La position de la confédération germanique au centre du continent, avec une population compacte de soixante-dix millions d’âmes, ne lui permet point de rester en dehors des grandes questions européennes; mais la nature de sa constitution organique donne à son intervention des influences et des caractères bien différens, suivant qu’elle est unie ou divisée dans son propre sein. Formée d’une ligue d’états qui conservent, à travers un léger lien fédéral, la diversité de leurs intérêts et l’indépendance de leurs vues, l’Allemagne est une combinaison politique lente à mouvoir, difficile à réunir dans une même pensée, plus difficile encore à enflammer d’une même passion. Quand les membres de ce grand corps sont unis, il est incontestable que l’Allemagne apporte dans les affaires de l’Europe non-seulement une force décisive, mais une grande force modératrice. La complication des rouages et la multiplicité des frottemens font de cette machine un frein à toute politique impétueuse et téméraire.

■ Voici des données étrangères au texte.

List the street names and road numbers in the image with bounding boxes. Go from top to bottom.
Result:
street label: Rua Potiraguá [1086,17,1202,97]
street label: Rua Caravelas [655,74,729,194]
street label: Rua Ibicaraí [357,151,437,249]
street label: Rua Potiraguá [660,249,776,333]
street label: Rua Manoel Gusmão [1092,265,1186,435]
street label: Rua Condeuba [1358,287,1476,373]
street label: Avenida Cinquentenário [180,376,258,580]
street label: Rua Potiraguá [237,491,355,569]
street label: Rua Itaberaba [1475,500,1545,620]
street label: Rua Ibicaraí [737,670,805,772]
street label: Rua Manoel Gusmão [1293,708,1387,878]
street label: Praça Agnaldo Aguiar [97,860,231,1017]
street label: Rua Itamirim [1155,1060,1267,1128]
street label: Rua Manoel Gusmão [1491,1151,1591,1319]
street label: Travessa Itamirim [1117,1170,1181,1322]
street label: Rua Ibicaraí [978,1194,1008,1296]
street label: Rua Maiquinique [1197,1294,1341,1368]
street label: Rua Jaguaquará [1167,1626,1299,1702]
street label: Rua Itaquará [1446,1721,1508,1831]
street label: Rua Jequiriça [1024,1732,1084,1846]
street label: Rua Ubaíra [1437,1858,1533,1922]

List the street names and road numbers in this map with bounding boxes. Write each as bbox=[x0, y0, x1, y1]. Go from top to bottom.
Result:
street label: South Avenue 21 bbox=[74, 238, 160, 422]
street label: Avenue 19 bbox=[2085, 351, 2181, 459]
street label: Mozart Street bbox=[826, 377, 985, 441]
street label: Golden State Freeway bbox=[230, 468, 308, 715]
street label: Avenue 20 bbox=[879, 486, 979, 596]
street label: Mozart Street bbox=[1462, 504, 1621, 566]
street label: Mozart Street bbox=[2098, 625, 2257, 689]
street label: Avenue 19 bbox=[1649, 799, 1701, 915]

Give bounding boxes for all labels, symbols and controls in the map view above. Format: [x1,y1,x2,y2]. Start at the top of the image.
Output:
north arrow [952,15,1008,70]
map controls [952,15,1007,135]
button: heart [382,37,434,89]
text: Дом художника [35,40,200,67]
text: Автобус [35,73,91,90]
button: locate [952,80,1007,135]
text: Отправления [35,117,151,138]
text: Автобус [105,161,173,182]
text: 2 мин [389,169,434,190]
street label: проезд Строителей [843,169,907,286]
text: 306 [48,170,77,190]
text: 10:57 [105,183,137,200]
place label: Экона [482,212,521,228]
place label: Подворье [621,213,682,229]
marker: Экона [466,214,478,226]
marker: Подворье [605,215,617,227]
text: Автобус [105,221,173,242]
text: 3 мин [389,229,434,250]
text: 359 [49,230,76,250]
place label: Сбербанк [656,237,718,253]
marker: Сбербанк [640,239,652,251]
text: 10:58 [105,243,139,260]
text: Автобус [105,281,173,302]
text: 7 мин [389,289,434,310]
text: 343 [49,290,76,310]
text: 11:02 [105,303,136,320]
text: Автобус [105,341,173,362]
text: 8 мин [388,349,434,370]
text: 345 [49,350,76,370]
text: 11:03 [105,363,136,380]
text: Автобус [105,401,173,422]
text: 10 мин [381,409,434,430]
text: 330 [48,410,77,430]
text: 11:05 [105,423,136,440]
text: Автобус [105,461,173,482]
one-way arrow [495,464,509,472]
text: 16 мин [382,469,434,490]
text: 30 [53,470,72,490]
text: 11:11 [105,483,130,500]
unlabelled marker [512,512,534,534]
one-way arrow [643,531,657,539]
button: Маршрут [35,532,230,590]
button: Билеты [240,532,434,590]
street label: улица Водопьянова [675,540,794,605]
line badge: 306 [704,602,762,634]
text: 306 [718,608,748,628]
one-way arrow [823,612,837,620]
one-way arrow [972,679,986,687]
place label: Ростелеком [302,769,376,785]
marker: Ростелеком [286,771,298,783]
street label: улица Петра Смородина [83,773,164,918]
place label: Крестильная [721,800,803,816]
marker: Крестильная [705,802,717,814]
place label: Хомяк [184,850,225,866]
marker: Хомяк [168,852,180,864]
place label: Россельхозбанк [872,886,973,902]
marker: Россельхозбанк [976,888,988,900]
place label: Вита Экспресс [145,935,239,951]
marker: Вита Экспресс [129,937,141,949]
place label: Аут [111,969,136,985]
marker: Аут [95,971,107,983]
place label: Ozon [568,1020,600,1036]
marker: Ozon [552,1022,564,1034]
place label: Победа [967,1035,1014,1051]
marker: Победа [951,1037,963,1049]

Quand au contraire l’Allemagne se divise, elle ajoute à la perturbation générale le chaos de son anarchie intérieure. Si l’Allemagne unie peut tout régulariser, l’Allemagne divisée embrouille tout. Si l’Allemagne unie peut conjurer toutes les crises, l’Allemagne divisée les envenime, les enchevêtre et les éternise. C’est alors qu’elle devient le foyer de ces vastes guerres qui embrasent l’Europe entière, et que pendant sept ans, dix ans, trente ans, elle leur livre son territoire pour champ de bataille.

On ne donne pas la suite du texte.